* Instructions for the task
The word "lineWidth" marks the lines to report; pull each of them from the listing.

===== Data extract

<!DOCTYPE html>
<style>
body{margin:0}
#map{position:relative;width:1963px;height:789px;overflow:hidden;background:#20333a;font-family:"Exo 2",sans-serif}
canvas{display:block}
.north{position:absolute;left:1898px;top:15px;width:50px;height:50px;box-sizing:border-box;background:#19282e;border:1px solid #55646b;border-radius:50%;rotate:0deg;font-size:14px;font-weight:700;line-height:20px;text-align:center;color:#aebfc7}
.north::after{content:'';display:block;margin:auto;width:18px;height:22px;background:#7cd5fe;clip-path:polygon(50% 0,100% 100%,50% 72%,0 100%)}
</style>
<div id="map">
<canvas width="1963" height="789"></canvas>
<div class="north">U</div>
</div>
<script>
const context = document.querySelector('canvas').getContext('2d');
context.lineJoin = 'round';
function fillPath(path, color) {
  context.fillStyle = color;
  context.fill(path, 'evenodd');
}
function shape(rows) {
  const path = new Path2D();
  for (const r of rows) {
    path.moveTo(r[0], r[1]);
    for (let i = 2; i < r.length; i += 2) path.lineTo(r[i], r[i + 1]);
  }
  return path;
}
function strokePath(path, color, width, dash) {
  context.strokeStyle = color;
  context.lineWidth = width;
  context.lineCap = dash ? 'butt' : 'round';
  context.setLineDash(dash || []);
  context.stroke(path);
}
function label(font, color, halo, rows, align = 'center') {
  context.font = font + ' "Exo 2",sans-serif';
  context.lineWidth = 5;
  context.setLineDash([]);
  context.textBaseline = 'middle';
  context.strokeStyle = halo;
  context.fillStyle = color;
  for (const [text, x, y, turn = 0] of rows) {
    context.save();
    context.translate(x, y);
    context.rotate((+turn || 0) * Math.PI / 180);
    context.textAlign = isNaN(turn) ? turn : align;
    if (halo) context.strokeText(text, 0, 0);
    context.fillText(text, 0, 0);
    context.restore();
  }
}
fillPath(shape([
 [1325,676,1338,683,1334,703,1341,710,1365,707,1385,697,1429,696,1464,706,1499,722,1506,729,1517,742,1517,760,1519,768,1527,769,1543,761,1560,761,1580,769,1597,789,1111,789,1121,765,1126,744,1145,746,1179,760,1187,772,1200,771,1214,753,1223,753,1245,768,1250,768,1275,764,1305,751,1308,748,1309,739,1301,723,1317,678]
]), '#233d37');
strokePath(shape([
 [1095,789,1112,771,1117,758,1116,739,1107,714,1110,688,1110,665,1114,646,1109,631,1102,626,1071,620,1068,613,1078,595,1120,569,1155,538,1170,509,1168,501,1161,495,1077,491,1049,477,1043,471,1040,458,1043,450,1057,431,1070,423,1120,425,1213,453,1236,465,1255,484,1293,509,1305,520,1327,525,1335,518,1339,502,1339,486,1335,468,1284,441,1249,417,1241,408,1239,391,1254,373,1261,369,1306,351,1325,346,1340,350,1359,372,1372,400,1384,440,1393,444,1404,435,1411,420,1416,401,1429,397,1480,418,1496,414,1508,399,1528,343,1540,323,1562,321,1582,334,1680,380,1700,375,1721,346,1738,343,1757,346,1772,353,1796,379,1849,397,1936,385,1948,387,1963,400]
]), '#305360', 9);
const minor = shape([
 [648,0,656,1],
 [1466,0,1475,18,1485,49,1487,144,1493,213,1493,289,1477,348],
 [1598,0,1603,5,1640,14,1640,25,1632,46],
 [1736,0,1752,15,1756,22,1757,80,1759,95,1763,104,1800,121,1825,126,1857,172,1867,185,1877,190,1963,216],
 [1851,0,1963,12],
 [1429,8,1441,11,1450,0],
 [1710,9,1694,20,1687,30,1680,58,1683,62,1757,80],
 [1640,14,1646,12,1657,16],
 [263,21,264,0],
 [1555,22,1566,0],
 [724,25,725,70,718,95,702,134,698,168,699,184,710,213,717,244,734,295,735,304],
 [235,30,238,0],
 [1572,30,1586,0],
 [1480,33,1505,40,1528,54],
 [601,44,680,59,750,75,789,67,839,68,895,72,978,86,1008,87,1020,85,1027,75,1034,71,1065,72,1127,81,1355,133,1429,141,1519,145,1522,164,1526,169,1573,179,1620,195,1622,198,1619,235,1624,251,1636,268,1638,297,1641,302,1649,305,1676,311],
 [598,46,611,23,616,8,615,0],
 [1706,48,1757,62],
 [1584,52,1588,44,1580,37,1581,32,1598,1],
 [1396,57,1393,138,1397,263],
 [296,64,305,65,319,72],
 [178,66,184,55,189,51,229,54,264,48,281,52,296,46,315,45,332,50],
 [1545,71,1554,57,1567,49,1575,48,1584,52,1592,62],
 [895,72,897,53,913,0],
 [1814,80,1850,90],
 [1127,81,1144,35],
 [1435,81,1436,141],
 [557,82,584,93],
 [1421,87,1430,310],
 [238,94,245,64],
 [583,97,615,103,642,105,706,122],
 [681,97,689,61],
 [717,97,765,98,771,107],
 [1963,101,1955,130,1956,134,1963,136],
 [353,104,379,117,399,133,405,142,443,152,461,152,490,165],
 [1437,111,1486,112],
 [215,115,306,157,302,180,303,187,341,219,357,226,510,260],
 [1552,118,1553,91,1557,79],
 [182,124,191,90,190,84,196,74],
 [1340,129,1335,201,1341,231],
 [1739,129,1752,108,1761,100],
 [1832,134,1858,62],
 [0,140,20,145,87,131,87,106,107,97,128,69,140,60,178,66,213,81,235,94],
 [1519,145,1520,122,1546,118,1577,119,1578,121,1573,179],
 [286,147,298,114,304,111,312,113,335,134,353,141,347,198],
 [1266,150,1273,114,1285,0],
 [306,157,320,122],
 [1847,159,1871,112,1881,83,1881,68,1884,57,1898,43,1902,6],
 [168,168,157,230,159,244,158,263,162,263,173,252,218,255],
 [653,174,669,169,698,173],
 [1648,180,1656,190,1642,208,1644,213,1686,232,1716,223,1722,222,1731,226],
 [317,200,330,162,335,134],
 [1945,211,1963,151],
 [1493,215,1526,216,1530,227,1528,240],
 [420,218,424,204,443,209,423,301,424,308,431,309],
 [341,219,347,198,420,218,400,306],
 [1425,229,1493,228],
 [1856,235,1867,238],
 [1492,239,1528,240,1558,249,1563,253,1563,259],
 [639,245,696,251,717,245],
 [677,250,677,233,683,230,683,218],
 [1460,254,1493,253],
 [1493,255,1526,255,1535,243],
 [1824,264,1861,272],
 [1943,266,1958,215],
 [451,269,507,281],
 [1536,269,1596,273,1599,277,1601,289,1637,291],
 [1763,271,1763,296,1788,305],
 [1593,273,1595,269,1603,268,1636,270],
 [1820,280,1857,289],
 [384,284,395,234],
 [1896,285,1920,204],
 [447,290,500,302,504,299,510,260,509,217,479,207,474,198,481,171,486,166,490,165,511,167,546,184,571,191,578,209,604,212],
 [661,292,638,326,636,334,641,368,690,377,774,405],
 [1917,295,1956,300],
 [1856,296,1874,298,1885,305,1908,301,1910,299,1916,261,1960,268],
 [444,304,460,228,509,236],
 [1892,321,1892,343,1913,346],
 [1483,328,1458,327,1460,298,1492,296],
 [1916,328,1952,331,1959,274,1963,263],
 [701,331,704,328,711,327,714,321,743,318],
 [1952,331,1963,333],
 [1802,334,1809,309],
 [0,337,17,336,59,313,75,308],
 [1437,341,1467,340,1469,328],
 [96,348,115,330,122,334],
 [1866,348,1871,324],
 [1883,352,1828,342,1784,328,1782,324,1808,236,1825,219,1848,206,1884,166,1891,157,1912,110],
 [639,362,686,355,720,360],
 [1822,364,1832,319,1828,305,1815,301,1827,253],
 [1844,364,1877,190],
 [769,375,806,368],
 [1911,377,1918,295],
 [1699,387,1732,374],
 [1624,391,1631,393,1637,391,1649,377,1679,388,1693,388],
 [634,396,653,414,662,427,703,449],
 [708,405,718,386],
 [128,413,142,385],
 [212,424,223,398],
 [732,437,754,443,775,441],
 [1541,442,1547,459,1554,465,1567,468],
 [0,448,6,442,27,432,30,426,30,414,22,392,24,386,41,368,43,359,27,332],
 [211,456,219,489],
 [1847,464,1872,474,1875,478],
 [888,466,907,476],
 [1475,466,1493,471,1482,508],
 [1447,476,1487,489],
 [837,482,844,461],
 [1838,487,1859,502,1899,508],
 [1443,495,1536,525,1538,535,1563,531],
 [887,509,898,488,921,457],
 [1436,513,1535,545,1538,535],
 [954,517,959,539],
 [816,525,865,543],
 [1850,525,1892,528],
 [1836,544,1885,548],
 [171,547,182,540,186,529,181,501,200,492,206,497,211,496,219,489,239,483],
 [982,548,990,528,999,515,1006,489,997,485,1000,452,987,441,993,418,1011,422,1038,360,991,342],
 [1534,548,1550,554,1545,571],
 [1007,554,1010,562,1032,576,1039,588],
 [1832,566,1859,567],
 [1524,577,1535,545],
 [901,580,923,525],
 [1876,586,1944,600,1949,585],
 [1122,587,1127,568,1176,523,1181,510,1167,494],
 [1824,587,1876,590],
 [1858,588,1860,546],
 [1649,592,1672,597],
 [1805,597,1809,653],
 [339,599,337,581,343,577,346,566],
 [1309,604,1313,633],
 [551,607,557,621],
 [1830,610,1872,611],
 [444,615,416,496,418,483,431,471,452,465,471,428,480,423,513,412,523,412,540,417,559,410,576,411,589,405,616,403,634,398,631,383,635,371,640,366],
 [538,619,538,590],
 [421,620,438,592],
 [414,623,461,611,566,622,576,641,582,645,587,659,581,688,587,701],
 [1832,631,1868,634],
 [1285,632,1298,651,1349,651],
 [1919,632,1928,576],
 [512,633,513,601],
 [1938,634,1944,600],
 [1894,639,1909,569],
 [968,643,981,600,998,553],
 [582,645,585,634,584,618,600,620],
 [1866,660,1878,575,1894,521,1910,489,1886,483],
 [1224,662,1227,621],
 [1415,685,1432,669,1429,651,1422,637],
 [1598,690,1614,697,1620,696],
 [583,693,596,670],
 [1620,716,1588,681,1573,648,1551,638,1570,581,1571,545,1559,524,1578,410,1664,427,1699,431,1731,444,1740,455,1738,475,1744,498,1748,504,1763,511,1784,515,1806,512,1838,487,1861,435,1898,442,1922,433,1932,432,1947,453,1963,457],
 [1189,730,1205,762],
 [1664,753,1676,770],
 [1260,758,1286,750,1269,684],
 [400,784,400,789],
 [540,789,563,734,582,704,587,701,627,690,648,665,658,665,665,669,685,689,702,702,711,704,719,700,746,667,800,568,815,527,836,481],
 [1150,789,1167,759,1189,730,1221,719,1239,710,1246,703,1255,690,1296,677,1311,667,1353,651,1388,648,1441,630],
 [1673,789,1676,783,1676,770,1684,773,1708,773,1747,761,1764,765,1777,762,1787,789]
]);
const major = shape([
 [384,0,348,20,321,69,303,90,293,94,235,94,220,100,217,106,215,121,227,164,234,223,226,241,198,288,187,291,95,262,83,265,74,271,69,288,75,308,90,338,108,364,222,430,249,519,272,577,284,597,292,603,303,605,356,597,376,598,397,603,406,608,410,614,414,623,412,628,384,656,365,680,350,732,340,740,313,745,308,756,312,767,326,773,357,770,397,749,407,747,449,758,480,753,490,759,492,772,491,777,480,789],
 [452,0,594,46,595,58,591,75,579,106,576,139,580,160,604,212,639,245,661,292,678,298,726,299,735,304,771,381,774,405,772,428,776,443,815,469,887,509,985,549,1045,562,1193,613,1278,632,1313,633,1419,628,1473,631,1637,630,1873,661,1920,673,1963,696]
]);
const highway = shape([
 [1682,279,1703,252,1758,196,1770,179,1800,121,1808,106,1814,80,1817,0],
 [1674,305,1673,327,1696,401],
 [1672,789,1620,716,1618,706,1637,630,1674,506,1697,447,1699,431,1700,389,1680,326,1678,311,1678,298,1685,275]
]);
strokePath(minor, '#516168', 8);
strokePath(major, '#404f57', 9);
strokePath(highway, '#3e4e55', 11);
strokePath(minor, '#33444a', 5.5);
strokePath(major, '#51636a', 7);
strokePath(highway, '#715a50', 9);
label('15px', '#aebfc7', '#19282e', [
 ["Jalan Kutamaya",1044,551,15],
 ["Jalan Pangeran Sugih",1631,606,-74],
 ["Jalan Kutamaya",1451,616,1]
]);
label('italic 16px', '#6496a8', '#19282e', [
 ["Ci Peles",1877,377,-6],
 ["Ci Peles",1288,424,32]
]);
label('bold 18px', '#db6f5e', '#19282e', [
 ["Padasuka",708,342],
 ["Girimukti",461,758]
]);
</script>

==========

* Exercise solution
  context.lineWidth = width;
  context.lineWidth = 5;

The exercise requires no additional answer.